Palestinian Authority president Mahmoud Abbas has now “postponed” parliamentary elections scheduled for May 22. As I noted in a previous blog post and in an article in Fathom, this was no real surprise. Since the elections were announced, divisions within the Fatah party had emerged, there were dozens of tickets to vote for, and Hamas was likely to do well. So Abbas pulled the plug, blaming Israel for his decision on the ground that it would not permit voting in Jerusalem. This is an old ruse, useful whenever Fatah leaders decide to call an election off.
Now what? There were to be three elections this Spring and Summer: after the parliamentary elections in the Palestinian Authority were supposed to come a presidential election and an election for the PLO’s own sort-of parliament. One has to assume that these will be “postponed” as well. Presumably Abbas has no desire to give up his post, and polls suggest clearly that he would lose to the convicted and imprisoned terrorist and popular Fatah figure Marwan Barghouti.
The continuing lack of elections since 2006 will create real unhappiness among many Palestinians.
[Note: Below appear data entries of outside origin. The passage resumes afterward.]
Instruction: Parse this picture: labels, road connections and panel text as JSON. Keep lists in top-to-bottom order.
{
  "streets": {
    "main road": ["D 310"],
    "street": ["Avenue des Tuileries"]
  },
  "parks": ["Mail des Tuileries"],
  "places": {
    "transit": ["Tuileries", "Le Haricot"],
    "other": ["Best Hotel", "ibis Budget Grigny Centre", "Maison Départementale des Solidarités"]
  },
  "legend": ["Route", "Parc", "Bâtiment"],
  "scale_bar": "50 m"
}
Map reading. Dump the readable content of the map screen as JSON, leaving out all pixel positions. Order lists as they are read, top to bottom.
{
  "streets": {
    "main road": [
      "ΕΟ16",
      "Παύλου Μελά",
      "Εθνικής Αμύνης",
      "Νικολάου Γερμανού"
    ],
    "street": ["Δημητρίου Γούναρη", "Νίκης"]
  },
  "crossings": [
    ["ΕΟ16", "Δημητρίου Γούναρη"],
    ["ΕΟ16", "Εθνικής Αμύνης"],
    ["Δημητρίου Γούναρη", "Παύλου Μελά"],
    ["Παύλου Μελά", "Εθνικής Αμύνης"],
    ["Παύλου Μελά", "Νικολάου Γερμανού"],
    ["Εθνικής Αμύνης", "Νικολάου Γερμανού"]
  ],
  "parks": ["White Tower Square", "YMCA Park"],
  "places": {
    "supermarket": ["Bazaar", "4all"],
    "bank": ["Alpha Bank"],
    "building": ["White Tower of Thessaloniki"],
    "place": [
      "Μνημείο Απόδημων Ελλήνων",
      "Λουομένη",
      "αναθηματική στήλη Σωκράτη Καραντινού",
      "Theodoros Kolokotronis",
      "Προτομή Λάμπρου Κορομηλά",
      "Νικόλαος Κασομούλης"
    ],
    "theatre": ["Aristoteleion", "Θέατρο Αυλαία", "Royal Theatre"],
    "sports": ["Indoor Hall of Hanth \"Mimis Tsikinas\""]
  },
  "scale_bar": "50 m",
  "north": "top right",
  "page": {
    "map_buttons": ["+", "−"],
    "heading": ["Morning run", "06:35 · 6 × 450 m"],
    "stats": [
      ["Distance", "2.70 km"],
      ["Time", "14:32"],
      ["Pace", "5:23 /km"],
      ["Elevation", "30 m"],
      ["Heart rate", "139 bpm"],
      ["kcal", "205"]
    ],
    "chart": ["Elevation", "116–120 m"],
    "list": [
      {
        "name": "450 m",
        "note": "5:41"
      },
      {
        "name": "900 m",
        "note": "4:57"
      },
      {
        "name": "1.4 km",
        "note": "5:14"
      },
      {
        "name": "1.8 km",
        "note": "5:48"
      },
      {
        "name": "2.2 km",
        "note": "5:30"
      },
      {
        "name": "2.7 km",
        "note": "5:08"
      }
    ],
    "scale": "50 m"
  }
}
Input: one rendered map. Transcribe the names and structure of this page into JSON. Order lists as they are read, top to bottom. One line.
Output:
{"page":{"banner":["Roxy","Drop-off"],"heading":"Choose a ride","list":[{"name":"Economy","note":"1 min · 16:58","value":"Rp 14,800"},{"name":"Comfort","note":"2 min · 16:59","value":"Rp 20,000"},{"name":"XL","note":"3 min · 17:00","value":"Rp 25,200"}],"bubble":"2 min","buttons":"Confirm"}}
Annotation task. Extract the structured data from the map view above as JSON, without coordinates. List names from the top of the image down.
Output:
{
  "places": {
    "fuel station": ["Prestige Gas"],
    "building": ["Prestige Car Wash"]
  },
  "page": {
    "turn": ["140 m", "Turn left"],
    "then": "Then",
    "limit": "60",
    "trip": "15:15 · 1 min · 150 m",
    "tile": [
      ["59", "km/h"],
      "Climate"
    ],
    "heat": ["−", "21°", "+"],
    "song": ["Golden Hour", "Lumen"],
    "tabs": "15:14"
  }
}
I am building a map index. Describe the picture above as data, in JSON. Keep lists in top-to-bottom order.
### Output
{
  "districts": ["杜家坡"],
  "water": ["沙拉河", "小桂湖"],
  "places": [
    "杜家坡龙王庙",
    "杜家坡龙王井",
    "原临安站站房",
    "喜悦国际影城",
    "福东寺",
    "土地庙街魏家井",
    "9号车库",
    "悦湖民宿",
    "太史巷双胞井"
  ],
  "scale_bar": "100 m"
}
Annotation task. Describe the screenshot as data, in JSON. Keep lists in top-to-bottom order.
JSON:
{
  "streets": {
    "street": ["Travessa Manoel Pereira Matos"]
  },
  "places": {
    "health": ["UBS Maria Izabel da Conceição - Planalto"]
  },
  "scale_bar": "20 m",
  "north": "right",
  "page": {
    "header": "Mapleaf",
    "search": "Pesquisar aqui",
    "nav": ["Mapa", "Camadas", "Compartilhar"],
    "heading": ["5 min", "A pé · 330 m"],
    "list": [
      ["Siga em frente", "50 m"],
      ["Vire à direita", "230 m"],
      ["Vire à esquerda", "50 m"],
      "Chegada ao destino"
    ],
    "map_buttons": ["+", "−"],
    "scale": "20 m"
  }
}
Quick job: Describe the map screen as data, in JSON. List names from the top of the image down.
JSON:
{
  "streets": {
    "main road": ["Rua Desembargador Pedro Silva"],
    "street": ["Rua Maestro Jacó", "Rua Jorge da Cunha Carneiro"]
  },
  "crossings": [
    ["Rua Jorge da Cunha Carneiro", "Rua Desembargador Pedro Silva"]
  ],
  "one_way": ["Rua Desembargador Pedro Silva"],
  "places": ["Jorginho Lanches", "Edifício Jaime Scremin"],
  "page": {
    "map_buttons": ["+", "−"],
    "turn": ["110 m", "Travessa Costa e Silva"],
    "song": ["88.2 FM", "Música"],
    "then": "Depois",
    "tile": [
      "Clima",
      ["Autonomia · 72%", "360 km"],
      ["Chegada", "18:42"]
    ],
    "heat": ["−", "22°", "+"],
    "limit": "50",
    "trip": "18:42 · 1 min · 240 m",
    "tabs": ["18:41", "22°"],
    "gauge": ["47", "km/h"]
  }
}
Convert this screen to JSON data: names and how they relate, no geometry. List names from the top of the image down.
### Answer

Ghaith al-Omari analyzes the effect of “postponement” in an astute article for the Washington Institute for Near East Policy. He notes that Abbas thought holding an election would increase his own legitimacy, but as the event got closer internal divisions showed that elections could undermine his grip. Moreover, as al-Omari puts it, “Abbas seems to have underestimated the depth of the legal and political obstacles to U.S. engagement with the PA if Hamas is brought back into its structures.”
Al-Omari concludes that the Palestinian Authority and Fatah face a “severe legitimacy crisis:”
Fatah…will be in deep political crisis. Abbas will inevitably be blamed for the cancellation, further eroding his already abysmal standing (68 percent of the public wants Abbas to resign). He will also face unprecedented challenges within Fatah. The call for elections exposed and operationalized long-simmering fissures within the movement, and those will not return to dormancy once the elections are canceled….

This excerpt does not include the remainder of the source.